Collected data entries:
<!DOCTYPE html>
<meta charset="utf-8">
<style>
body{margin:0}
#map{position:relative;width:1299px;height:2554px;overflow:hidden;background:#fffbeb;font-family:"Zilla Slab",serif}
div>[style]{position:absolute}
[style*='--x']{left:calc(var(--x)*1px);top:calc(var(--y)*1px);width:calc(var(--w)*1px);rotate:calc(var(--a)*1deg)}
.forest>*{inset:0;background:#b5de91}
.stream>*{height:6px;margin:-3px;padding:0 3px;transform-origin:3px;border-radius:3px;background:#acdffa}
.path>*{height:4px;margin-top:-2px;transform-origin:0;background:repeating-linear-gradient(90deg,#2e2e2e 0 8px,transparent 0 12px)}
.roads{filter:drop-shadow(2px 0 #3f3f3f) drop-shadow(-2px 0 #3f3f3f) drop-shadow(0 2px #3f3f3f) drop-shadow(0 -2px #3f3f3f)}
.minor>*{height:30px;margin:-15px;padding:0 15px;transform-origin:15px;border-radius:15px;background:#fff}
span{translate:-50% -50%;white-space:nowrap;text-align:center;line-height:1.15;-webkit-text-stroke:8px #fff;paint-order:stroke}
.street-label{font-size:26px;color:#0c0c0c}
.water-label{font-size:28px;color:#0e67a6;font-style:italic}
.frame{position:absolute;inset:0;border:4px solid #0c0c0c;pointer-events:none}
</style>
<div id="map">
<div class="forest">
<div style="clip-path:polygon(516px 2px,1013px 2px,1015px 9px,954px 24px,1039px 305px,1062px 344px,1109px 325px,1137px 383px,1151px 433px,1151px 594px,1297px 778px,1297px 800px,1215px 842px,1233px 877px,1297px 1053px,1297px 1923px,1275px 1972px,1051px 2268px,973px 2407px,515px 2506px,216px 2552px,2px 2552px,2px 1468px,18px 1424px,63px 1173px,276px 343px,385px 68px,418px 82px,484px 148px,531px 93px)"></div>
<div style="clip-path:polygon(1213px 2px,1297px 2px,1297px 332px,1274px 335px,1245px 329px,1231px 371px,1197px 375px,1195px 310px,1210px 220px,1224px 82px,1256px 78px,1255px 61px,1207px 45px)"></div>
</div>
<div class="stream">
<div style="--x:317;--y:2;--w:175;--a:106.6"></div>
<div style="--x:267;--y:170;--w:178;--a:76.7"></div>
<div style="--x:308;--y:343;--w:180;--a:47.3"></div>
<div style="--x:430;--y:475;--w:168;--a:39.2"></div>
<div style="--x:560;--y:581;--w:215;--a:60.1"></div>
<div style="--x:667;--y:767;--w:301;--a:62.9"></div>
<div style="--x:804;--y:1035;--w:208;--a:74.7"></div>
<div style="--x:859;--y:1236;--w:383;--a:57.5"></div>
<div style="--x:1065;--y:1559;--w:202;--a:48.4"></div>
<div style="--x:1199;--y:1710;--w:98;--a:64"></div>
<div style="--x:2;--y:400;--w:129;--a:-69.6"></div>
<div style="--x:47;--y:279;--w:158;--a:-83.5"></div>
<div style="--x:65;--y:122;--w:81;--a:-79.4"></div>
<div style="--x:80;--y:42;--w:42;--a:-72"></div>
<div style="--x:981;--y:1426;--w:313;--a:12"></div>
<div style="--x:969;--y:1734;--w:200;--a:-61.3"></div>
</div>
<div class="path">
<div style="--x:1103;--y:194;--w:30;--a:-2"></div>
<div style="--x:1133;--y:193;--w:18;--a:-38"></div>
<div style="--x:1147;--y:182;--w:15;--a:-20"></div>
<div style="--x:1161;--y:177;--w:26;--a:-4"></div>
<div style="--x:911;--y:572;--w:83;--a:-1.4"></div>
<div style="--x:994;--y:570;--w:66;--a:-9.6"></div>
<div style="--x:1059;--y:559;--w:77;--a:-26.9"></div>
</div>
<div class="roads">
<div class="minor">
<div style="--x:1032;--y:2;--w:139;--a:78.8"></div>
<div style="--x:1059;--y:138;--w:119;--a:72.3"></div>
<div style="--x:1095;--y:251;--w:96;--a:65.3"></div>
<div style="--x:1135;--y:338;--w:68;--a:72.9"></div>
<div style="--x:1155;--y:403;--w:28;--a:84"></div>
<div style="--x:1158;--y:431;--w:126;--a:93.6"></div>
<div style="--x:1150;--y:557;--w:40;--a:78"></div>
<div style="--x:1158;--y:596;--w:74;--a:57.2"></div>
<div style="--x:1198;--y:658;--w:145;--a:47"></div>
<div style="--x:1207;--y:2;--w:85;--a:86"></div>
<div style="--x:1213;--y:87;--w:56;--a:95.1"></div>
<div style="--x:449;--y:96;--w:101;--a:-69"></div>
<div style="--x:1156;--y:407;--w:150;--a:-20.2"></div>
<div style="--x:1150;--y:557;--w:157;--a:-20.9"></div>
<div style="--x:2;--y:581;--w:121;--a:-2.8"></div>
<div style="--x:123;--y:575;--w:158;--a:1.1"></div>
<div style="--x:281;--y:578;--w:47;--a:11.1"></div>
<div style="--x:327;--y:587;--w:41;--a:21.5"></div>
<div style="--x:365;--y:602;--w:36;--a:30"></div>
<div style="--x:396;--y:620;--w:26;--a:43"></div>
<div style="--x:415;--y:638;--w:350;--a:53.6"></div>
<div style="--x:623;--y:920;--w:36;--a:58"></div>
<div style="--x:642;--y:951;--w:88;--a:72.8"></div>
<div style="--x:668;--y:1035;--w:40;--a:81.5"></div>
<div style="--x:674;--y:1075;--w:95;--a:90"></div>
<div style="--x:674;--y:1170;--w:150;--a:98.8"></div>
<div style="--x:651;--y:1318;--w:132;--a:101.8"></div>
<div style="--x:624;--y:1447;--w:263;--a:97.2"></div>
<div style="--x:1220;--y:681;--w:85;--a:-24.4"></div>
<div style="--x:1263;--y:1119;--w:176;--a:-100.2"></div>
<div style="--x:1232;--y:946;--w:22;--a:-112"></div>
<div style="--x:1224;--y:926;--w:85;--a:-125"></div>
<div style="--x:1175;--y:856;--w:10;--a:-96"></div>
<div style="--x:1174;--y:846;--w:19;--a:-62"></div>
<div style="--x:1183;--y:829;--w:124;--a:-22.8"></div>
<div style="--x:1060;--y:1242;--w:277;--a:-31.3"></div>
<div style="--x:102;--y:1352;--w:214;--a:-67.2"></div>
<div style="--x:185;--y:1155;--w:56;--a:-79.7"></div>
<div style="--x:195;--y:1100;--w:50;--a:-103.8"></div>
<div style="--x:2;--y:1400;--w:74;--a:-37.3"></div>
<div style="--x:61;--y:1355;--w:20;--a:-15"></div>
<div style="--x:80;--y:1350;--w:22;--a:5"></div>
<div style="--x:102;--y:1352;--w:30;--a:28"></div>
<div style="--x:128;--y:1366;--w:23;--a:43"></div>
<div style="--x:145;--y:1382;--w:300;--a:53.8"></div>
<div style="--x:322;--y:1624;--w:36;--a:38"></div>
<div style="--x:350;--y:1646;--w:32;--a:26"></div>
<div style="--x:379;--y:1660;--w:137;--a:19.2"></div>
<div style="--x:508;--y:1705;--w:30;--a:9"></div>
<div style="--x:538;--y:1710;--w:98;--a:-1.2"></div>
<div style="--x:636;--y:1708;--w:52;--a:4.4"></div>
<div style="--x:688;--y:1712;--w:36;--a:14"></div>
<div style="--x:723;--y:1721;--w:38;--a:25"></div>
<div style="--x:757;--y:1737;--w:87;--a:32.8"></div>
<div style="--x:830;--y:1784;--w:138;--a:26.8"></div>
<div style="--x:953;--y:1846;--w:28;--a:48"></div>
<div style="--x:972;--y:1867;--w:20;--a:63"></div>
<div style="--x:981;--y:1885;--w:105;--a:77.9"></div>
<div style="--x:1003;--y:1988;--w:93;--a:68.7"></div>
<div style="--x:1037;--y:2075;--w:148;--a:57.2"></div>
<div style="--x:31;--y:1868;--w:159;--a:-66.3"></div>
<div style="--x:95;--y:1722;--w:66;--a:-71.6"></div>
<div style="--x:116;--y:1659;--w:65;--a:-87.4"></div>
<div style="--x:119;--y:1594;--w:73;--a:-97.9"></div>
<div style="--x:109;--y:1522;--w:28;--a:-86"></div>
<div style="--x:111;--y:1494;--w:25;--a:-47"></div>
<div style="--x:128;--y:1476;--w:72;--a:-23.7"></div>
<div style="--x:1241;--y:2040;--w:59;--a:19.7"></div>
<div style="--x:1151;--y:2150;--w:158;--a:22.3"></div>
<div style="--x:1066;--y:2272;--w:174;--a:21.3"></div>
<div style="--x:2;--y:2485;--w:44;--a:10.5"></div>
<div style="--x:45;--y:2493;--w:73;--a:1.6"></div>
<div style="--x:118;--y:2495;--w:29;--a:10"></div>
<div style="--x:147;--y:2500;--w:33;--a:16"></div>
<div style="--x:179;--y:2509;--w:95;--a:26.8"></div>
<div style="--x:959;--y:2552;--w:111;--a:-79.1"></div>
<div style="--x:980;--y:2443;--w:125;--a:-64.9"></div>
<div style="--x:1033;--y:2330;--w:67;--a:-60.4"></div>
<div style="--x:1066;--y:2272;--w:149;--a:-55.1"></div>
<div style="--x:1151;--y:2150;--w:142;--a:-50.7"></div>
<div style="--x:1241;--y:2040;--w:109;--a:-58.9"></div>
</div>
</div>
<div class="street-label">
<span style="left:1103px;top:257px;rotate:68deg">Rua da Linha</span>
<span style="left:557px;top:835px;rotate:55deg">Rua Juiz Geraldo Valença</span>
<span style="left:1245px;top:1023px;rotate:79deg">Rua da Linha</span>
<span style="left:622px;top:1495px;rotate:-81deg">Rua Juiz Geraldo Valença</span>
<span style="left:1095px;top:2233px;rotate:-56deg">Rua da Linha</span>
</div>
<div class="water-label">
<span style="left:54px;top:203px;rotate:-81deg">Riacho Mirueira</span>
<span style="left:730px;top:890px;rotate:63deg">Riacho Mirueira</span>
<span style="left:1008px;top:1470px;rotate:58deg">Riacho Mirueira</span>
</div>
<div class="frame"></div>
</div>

- [What the task asks] Among the records, find every line holding the word "stream" and copy it.

- [Solution to the problem]
.stream>*{height:6px;margin:-3px;padding:0 3px;transform-origin:3px;border-radius:3px;background:#acdffa}
<div class="stream">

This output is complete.